Reproduce every line in the listing that contains the word "SIMÃO".

*** EXCERPTED RECORDS

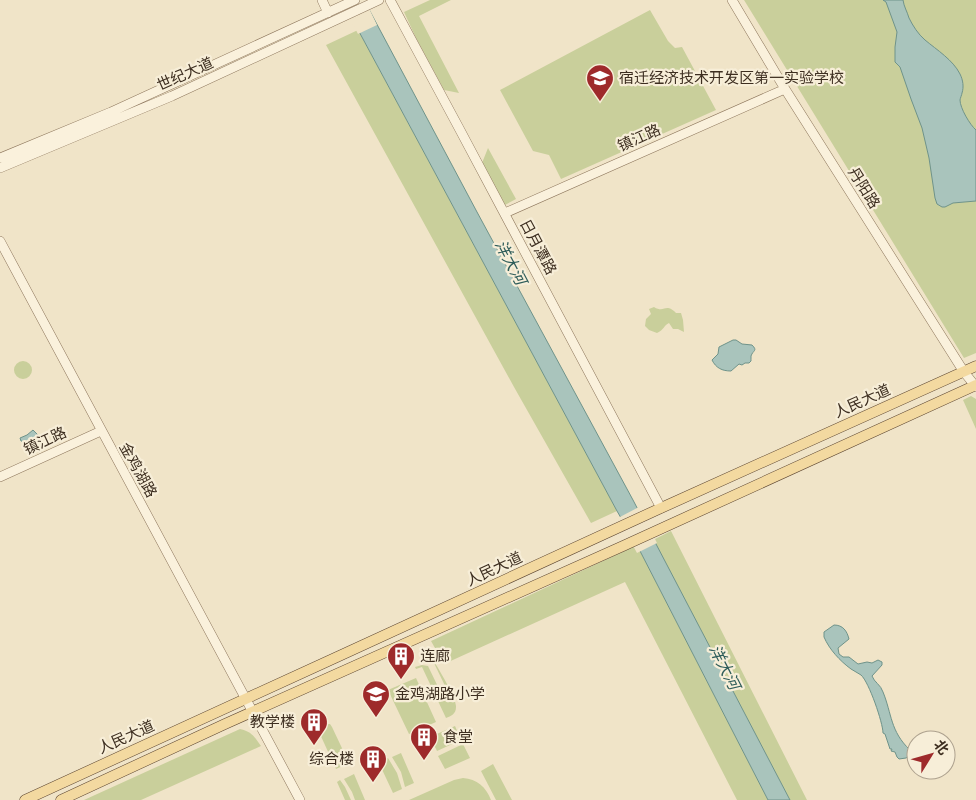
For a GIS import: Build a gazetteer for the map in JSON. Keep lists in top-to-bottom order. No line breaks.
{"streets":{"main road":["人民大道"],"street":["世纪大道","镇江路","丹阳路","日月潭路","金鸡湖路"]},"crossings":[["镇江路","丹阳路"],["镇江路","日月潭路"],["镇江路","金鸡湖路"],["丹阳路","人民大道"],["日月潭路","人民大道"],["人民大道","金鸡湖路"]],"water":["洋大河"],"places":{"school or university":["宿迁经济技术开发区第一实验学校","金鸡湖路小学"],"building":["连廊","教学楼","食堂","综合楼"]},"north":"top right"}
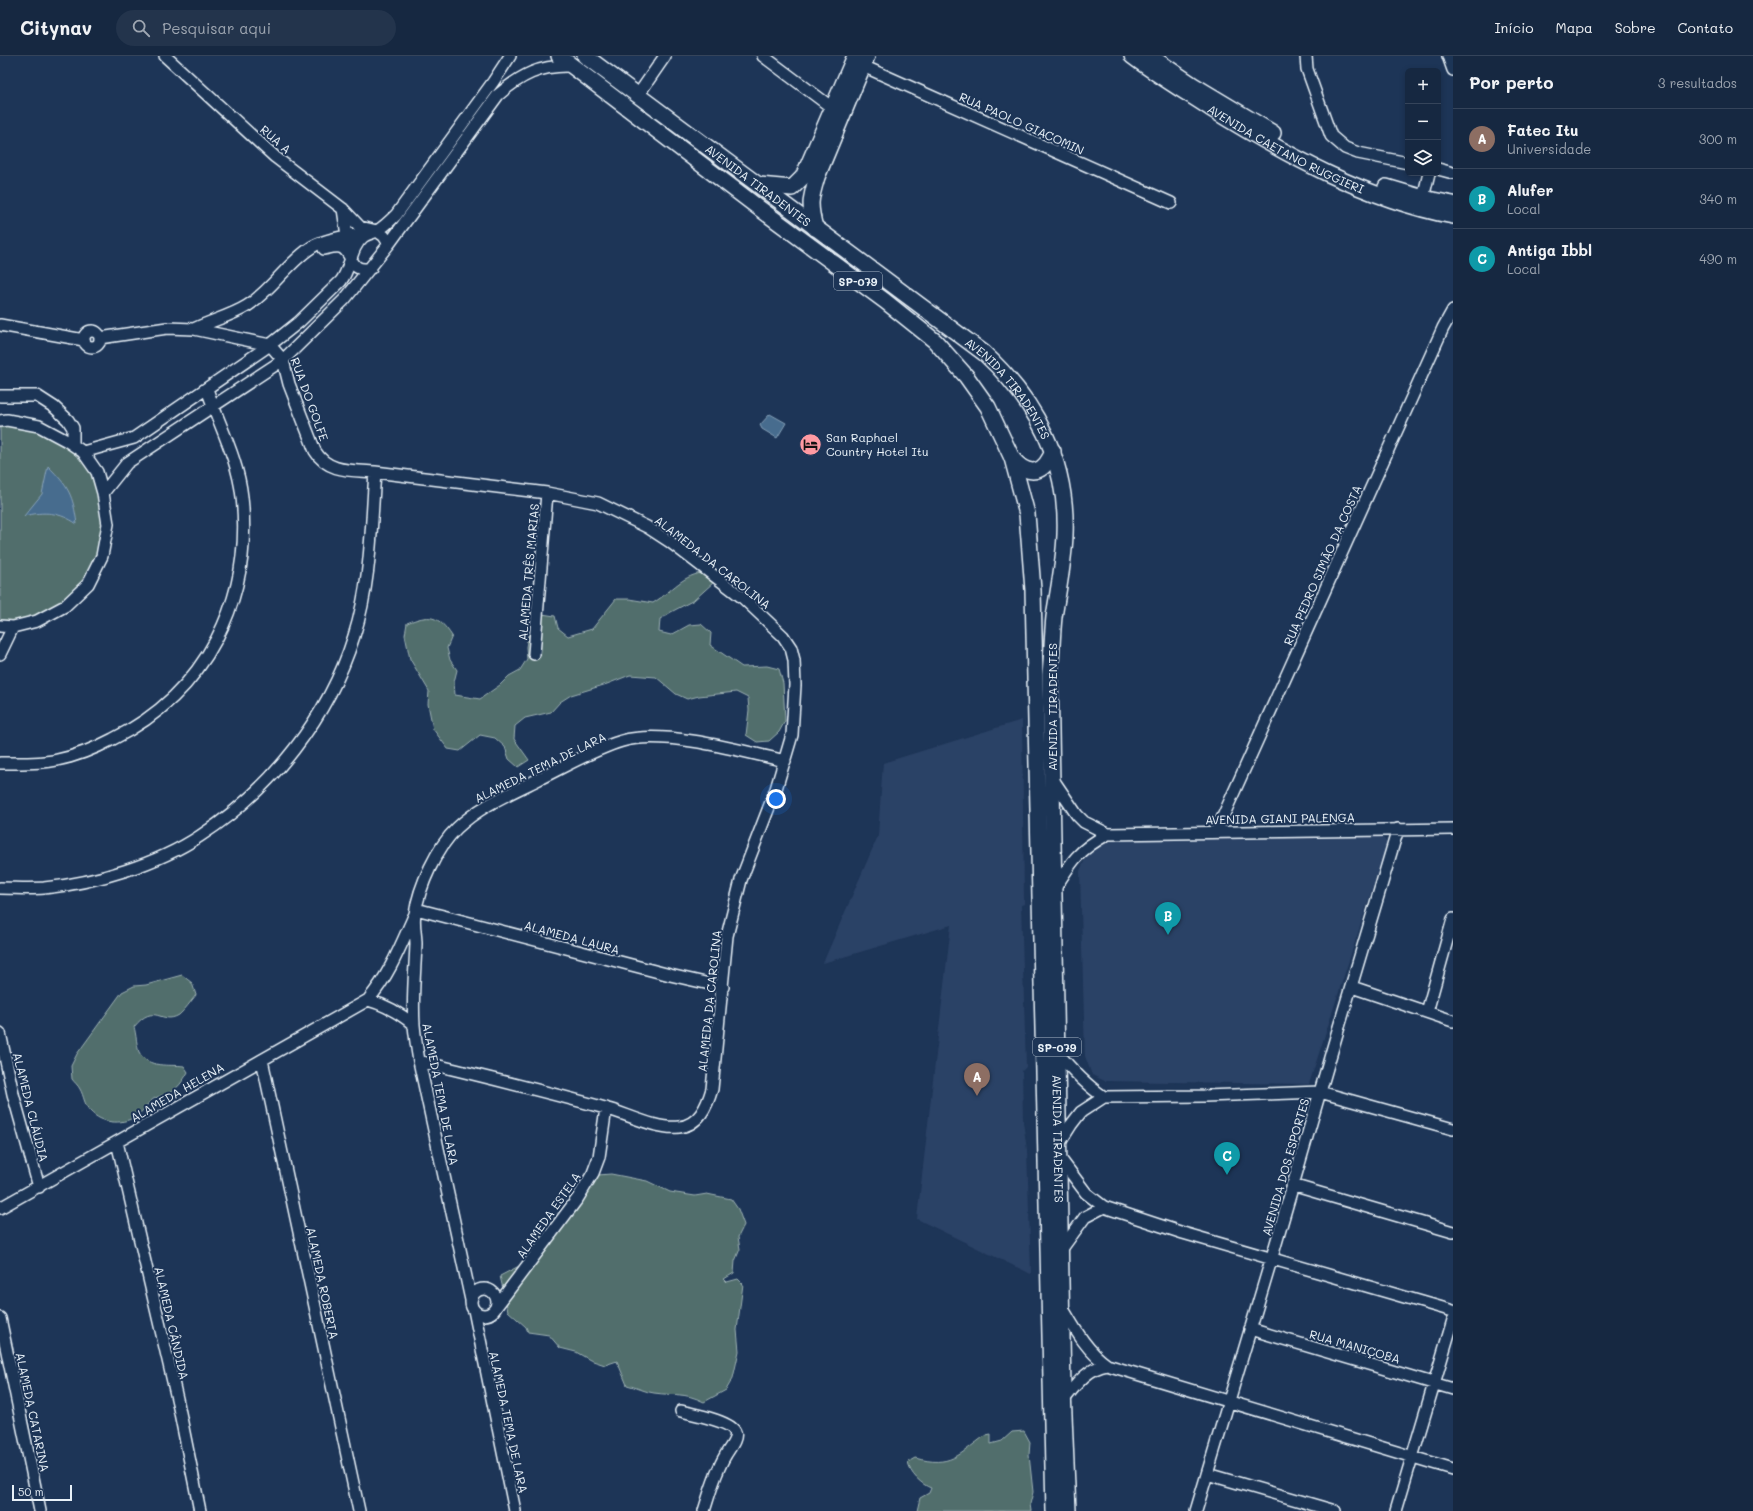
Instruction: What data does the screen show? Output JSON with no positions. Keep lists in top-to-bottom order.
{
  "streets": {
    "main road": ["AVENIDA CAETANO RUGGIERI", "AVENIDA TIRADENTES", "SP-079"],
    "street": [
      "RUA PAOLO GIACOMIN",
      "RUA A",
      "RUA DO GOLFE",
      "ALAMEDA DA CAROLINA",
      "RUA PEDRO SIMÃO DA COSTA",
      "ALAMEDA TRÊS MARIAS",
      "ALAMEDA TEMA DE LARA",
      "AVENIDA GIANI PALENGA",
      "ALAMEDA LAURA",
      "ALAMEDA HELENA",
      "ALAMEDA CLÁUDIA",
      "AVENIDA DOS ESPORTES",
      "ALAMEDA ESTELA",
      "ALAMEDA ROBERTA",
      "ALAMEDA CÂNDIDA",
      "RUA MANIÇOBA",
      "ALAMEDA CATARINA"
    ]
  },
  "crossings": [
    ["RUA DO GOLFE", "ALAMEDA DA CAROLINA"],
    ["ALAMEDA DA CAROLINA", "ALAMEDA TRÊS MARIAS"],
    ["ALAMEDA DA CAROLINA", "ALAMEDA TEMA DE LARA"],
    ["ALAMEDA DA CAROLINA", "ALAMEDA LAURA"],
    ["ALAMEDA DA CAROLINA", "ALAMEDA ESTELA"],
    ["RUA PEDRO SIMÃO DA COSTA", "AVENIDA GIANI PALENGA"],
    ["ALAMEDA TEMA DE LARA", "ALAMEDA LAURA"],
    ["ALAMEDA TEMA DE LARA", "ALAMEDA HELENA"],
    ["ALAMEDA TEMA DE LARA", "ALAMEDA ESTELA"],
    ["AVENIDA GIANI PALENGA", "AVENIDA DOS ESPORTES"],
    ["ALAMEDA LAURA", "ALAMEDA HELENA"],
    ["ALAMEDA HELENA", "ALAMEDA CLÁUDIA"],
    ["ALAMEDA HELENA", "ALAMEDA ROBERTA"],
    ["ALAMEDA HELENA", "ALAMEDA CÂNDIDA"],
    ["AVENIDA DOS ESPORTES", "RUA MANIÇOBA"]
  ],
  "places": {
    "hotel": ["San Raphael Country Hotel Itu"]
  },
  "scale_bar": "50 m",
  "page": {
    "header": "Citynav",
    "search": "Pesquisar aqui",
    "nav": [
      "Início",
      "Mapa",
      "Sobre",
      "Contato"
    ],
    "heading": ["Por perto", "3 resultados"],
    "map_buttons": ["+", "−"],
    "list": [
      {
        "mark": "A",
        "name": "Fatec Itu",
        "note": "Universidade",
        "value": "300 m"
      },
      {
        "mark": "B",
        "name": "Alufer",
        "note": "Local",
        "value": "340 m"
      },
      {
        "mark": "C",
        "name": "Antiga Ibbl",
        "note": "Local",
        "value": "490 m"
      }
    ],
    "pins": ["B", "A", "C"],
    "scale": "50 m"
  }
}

******
*** EXCERPTED RECORDS

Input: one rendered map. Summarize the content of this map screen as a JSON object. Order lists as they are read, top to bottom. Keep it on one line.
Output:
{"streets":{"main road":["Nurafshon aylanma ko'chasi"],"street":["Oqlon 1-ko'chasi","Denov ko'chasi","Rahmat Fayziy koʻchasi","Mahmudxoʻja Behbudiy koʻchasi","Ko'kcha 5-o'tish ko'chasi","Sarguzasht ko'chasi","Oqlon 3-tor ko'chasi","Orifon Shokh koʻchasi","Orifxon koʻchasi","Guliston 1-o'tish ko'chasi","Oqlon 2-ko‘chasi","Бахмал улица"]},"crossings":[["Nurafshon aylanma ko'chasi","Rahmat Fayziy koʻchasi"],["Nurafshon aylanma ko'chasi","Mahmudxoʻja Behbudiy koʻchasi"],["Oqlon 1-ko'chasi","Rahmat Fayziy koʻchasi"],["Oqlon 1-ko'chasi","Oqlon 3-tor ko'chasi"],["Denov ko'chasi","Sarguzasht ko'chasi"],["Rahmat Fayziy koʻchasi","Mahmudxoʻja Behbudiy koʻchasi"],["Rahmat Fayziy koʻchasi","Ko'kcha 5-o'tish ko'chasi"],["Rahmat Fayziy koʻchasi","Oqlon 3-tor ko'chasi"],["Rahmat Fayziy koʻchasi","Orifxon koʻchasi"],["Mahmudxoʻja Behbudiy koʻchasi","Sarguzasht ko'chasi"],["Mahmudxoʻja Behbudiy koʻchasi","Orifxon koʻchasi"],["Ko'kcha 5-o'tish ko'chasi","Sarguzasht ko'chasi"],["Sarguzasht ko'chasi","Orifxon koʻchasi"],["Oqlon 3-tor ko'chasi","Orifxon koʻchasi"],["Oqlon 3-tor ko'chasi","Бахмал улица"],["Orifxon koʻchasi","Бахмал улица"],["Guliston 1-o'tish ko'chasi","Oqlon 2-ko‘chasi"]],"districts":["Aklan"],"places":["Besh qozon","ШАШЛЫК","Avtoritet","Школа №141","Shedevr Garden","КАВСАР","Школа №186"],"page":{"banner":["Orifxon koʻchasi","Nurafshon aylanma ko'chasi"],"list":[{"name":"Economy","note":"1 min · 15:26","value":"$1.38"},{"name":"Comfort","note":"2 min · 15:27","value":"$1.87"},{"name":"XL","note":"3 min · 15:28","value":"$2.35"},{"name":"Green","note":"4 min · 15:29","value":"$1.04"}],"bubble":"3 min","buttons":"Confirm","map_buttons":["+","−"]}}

******

PROBLEM SOLUTION ::
      "RUA PEDRO SIMÃO DA COSTA",
    ["RUA PEDRO SIMÃO DA COSTA", "AVENIDA GIANI PALENGA"],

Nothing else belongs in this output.